What the task requires –
From the records that follow, give the number of lines that include the word "canvas", with no further words.

Exercise data –

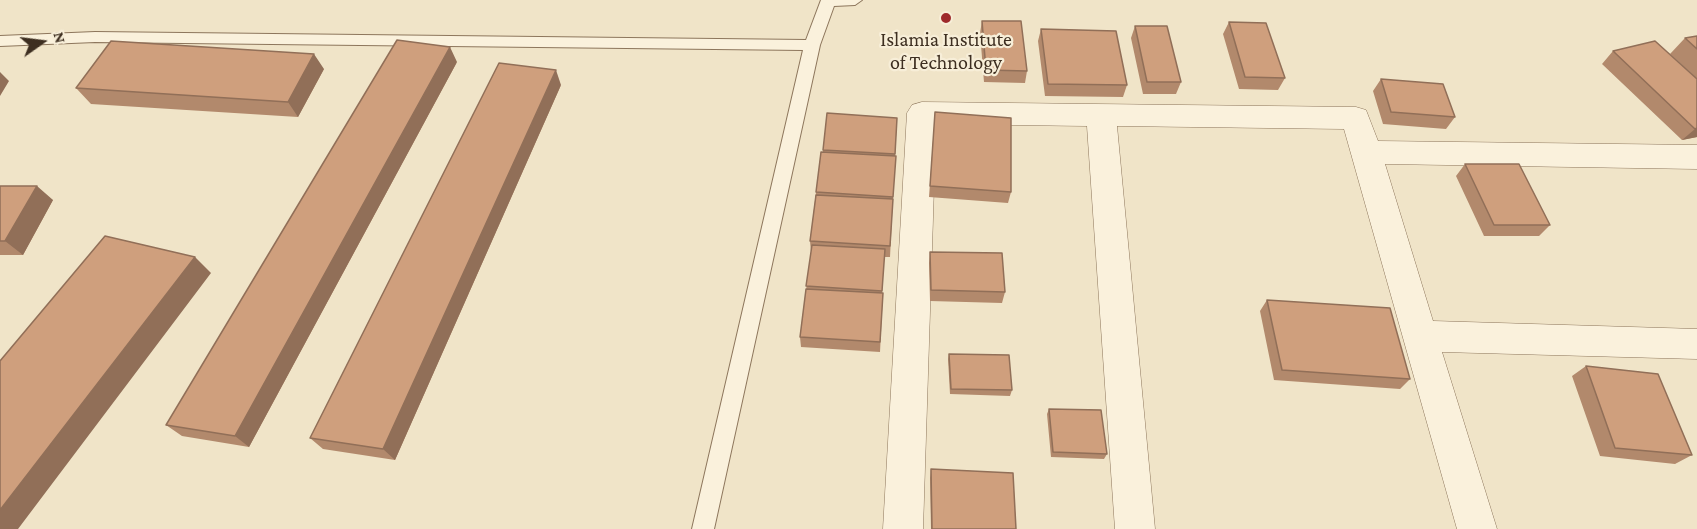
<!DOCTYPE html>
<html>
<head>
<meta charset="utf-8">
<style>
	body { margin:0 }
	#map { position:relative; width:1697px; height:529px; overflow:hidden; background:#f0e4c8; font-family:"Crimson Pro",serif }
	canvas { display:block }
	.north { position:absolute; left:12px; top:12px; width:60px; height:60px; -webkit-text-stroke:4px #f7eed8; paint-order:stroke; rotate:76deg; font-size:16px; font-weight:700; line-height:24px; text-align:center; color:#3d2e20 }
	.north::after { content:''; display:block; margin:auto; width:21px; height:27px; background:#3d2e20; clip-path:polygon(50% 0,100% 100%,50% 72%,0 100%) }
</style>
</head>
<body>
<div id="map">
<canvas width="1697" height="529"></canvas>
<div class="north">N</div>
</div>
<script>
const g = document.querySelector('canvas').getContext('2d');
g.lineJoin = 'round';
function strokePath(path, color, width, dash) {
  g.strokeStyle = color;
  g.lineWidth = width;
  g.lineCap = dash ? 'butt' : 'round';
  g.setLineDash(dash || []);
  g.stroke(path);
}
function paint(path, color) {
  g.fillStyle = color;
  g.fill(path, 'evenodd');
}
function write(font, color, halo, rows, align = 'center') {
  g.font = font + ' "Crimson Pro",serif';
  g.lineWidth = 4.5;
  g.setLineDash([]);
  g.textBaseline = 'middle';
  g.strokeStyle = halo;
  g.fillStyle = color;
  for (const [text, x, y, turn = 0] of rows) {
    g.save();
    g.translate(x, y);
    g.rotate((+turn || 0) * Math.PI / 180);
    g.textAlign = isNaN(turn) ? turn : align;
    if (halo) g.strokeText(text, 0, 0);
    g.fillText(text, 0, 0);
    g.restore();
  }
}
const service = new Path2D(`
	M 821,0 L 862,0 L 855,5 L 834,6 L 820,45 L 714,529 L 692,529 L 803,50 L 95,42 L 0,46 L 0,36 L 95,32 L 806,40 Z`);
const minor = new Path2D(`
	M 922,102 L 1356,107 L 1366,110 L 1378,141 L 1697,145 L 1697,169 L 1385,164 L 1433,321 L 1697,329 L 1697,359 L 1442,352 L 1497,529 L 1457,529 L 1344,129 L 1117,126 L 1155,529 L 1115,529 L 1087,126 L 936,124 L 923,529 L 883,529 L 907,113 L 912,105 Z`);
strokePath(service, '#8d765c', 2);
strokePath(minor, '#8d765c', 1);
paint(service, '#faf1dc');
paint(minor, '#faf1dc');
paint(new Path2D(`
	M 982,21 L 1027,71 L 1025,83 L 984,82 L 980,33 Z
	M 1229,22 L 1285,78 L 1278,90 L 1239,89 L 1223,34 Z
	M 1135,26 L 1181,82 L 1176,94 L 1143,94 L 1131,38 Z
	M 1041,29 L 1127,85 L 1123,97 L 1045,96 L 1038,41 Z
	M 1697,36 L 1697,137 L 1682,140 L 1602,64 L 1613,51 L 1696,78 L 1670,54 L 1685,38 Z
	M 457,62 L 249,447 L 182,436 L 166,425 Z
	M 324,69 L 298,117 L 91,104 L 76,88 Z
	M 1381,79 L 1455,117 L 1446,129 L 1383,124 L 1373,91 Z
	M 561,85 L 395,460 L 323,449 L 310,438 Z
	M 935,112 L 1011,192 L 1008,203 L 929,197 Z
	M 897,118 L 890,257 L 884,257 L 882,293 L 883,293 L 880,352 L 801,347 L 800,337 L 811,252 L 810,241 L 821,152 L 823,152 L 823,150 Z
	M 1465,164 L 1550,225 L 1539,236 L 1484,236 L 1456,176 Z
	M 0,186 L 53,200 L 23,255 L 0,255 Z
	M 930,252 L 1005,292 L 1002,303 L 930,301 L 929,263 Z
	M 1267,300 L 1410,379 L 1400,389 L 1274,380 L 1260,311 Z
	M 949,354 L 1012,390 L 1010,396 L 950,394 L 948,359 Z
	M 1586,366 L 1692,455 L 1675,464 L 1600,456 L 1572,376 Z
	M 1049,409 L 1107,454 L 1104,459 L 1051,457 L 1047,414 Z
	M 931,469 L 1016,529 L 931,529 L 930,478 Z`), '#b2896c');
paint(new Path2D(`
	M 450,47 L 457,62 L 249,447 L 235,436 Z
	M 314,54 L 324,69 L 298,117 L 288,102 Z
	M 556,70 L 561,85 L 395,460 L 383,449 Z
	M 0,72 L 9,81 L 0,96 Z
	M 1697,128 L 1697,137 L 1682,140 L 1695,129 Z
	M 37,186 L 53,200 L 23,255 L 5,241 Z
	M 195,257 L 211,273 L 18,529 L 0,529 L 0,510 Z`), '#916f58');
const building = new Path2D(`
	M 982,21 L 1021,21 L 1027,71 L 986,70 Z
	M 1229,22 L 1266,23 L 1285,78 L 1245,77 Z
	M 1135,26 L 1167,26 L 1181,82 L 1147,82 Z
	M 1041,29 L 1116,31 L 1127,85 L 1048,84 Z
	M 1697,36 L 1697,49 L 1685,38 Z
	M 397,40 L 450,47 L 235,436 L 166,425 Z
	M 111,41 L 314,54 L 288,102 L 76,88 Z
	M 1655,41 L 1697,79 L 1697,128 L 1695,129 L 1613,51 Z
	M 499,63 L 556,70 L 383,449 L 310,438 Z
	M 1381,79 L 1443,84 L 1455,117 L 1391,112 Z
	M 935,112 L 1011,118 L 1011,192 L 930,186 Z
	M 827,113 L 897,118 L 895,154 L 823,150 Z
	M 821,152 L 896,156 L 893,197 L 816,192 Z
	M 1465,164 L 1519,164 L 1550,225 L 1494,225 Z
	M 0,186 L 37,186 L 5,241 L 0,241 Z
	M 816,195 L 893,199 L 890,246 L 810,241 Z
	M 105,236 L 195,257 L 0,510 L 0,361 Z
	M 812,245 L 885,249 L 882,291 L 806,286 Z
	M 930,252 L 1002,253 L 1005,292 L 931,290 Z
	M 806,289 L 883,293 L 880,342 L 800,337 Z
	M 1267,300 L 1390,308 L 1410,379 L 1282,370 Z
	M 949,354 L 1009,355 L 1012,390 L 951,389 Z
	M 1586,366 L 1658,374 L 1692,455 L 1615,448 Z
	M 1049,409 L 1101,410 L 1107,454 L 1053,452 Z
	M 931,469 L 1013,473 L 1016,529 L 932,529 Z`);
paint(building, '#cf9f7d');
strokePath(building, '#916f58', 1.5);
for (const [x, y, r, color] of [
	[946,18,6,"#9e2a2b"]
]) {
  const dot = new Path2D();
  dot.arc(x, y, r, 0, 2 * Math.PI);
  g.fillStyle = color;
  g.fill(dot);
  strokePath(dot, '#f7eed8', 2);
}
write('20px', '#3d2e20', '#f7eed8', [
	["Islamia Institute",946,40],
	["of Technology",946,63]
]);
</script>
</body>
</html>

Final answer –
3